**DATA FOR ANALYSIS:**
· · ·

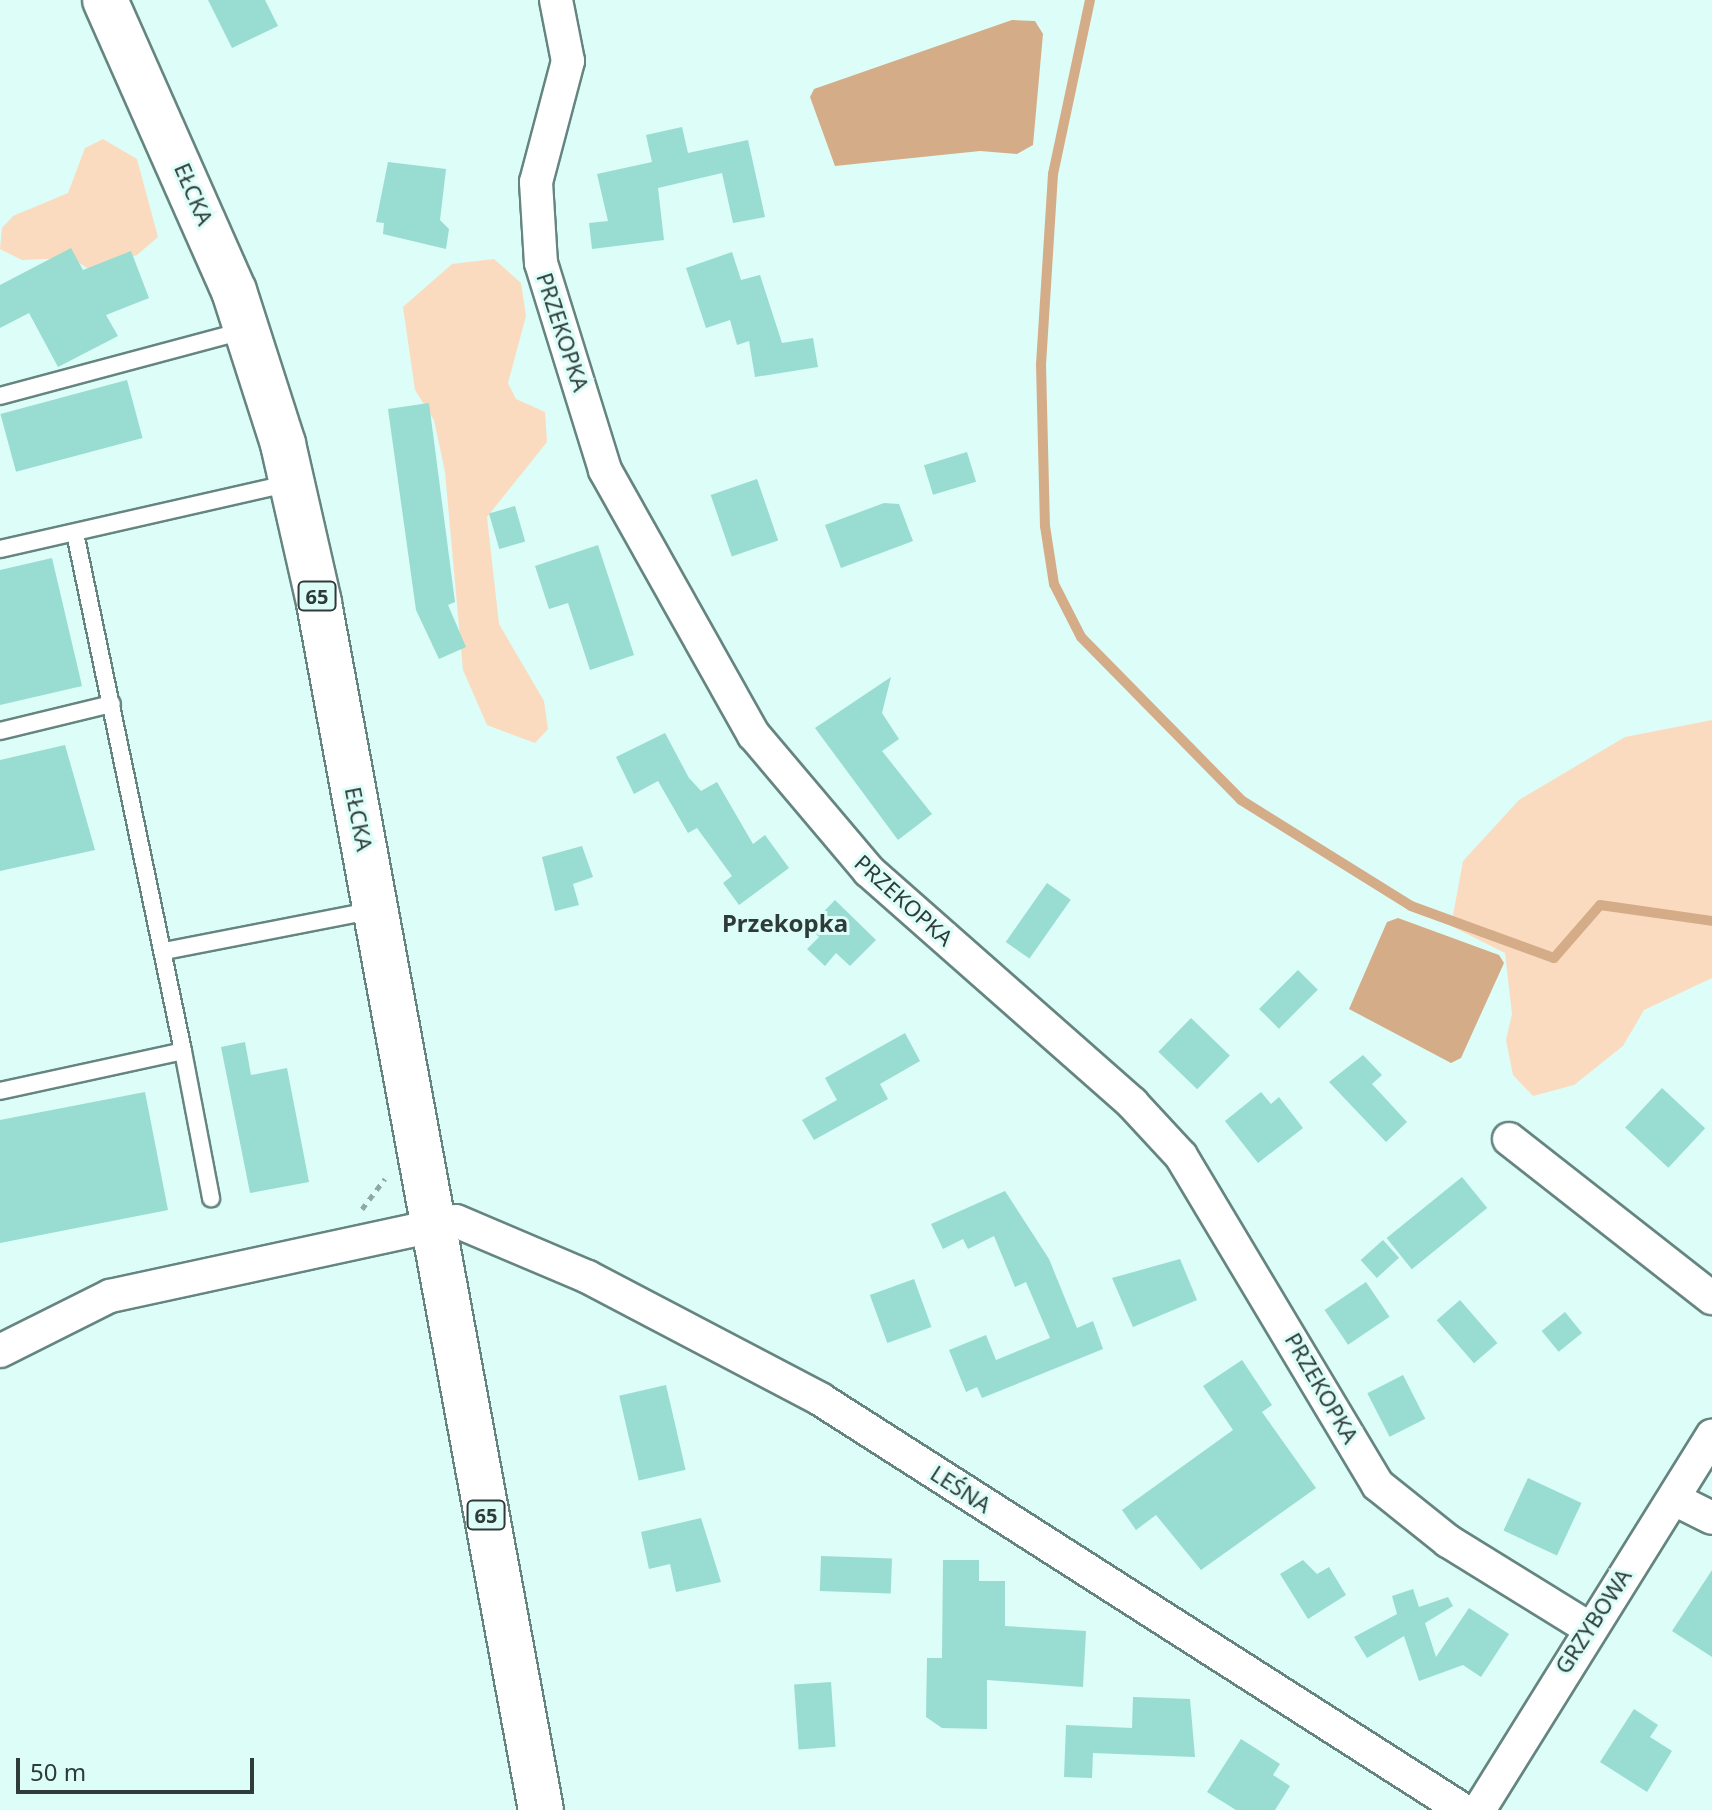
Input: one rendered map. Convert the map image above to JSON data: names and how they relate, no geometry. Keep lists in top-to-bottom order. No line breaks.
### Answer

· · ·

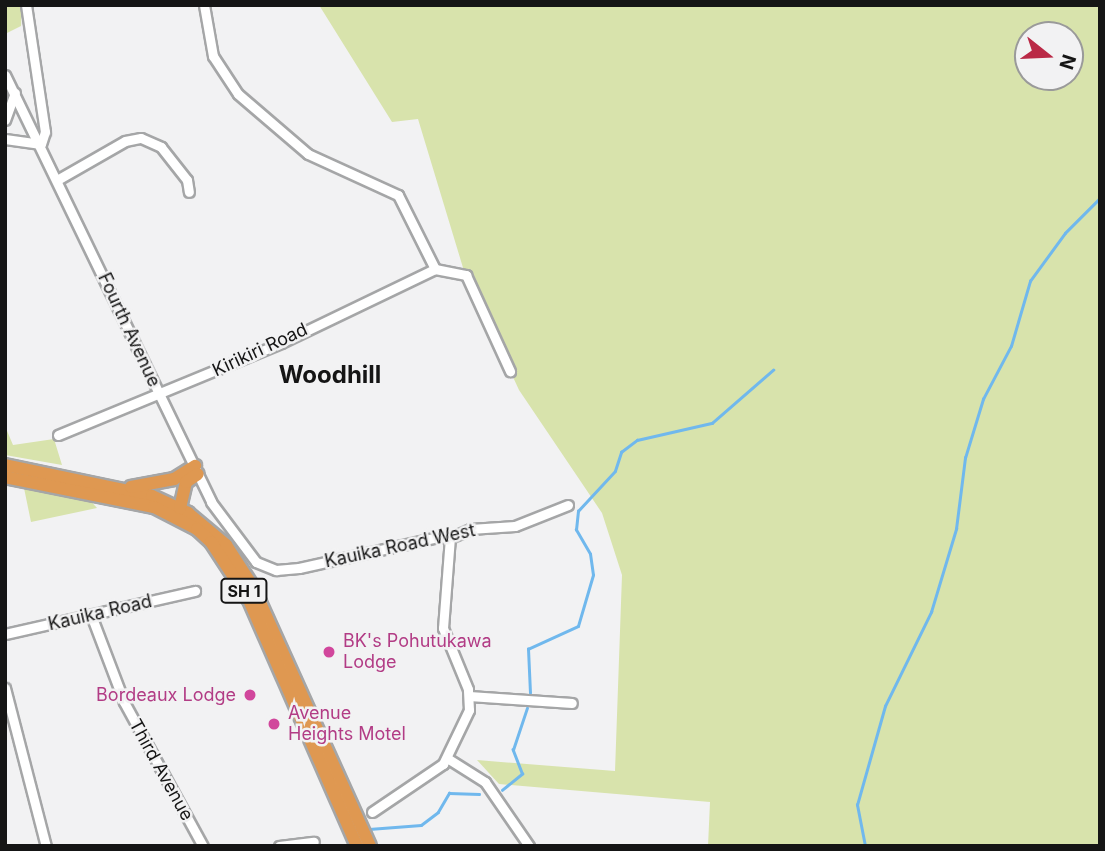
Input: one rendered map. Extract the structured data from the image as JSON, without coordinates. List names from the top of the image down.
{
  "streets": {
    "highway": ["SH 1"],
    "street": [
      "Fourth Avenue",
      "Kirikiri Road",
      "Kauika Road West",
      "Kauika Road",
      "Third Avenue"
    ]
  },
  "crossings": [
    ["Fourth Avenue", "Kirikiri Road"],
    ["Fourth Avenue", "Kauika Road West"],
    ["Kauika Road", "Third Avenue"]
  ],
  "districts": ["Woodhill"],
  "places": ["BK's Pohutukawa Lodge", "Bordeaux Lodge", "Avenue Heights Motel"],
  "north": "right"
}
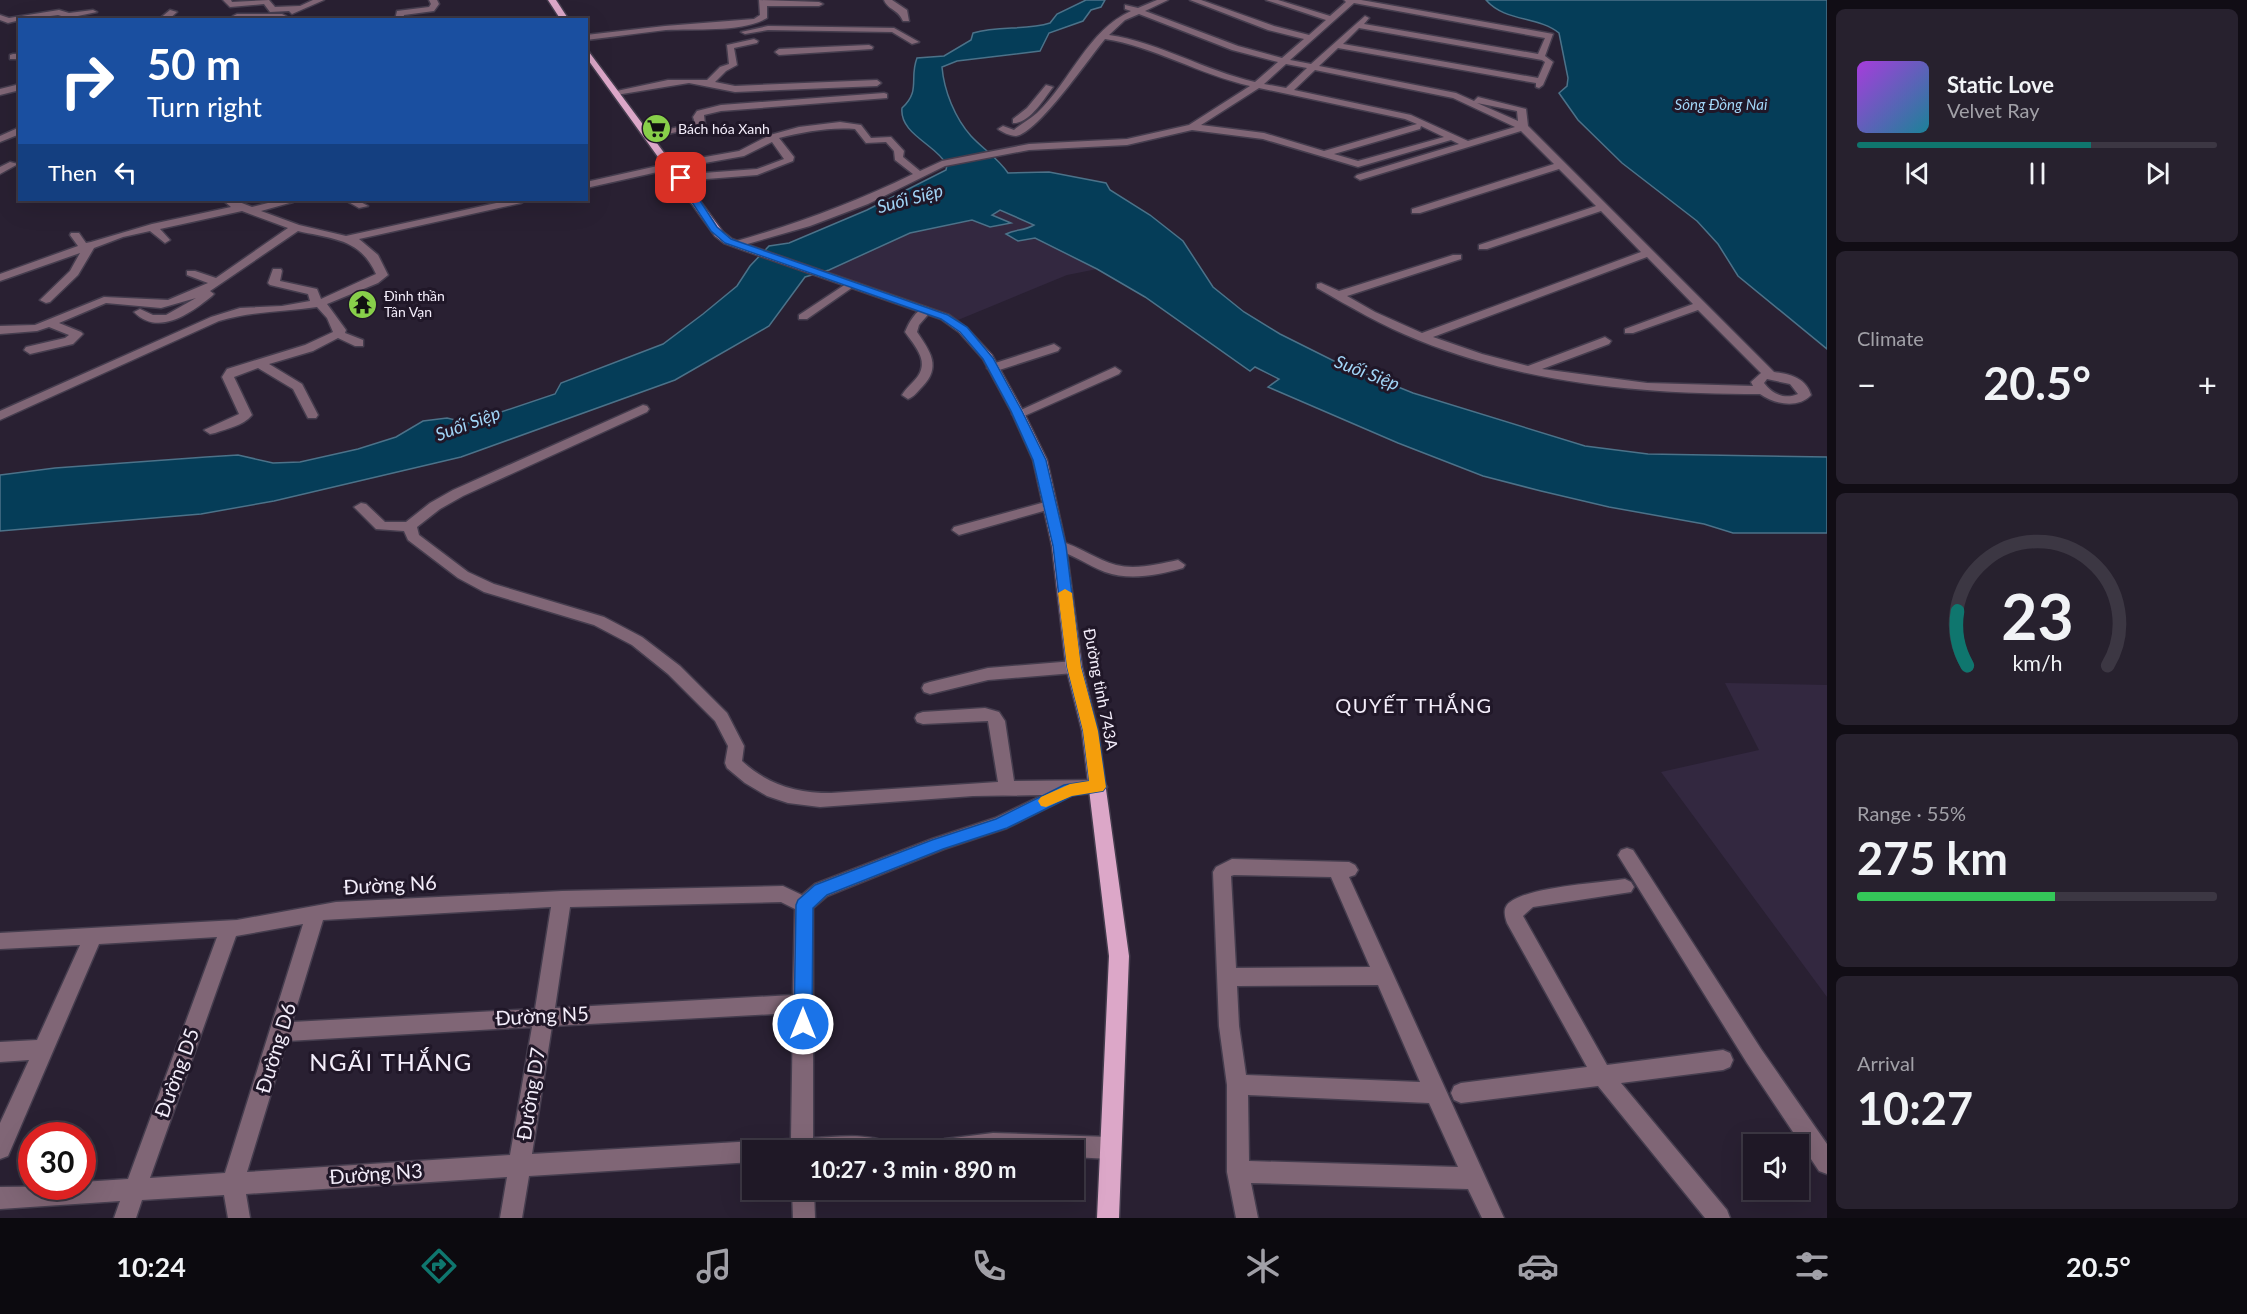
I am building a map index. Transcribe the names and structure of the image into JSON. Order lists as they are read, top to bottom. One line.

· · ·

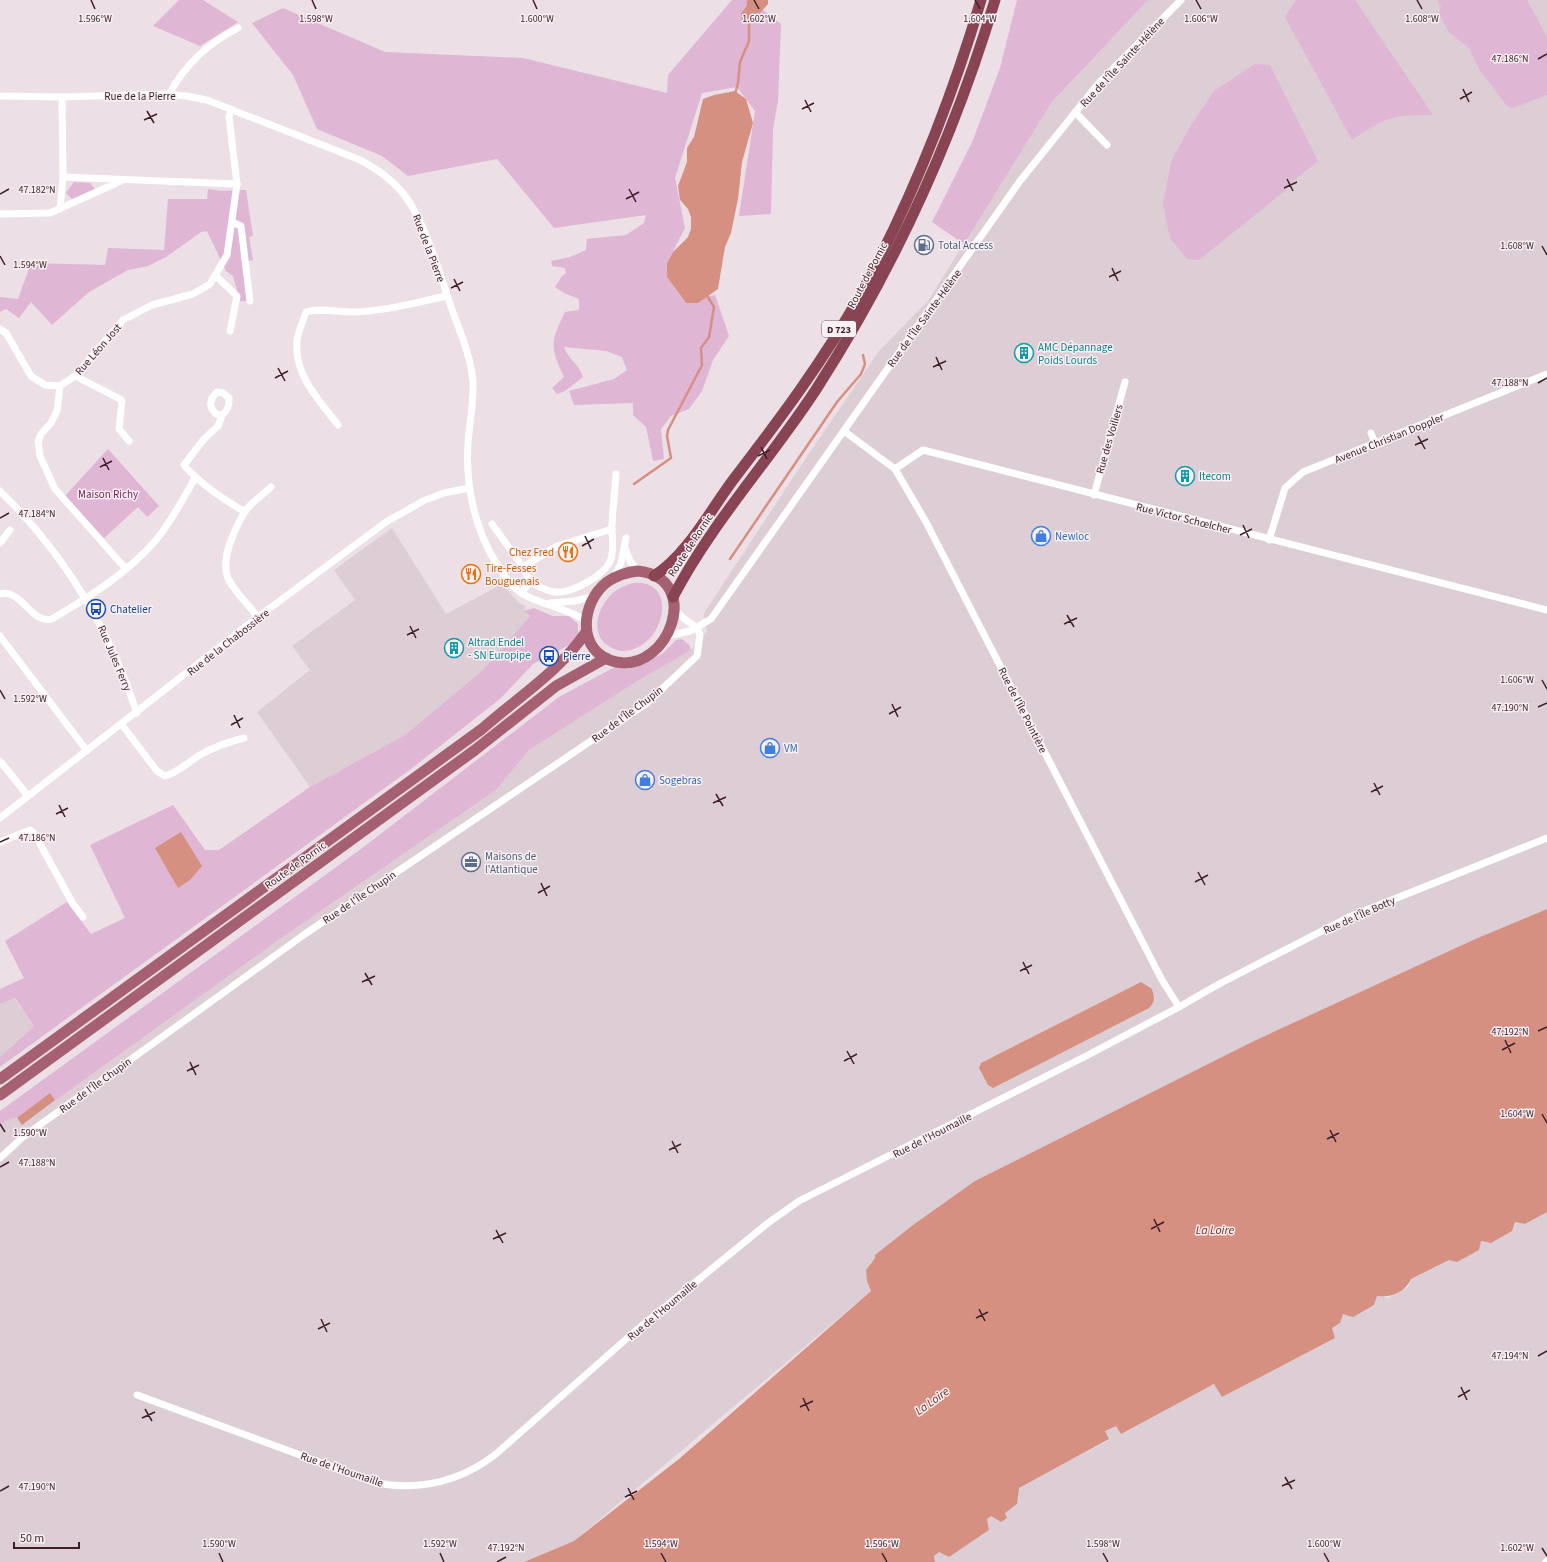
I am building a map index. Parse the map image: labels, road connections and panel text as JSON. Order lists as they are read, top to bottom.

· · ·

**EXERCISE REQUIREMENTS:** Where does the string "index" occur in the material? Copy every line where it does.

**EXPECTED ANSWER:**
I am building a map index. Transcribe the names and structure of the image into JSON. Order lists as they are read, top to bottom. One line.
I am building a map index. Parse the map image: labels, road connections and panel text as JSON. Order lists as they are read, top to bottom.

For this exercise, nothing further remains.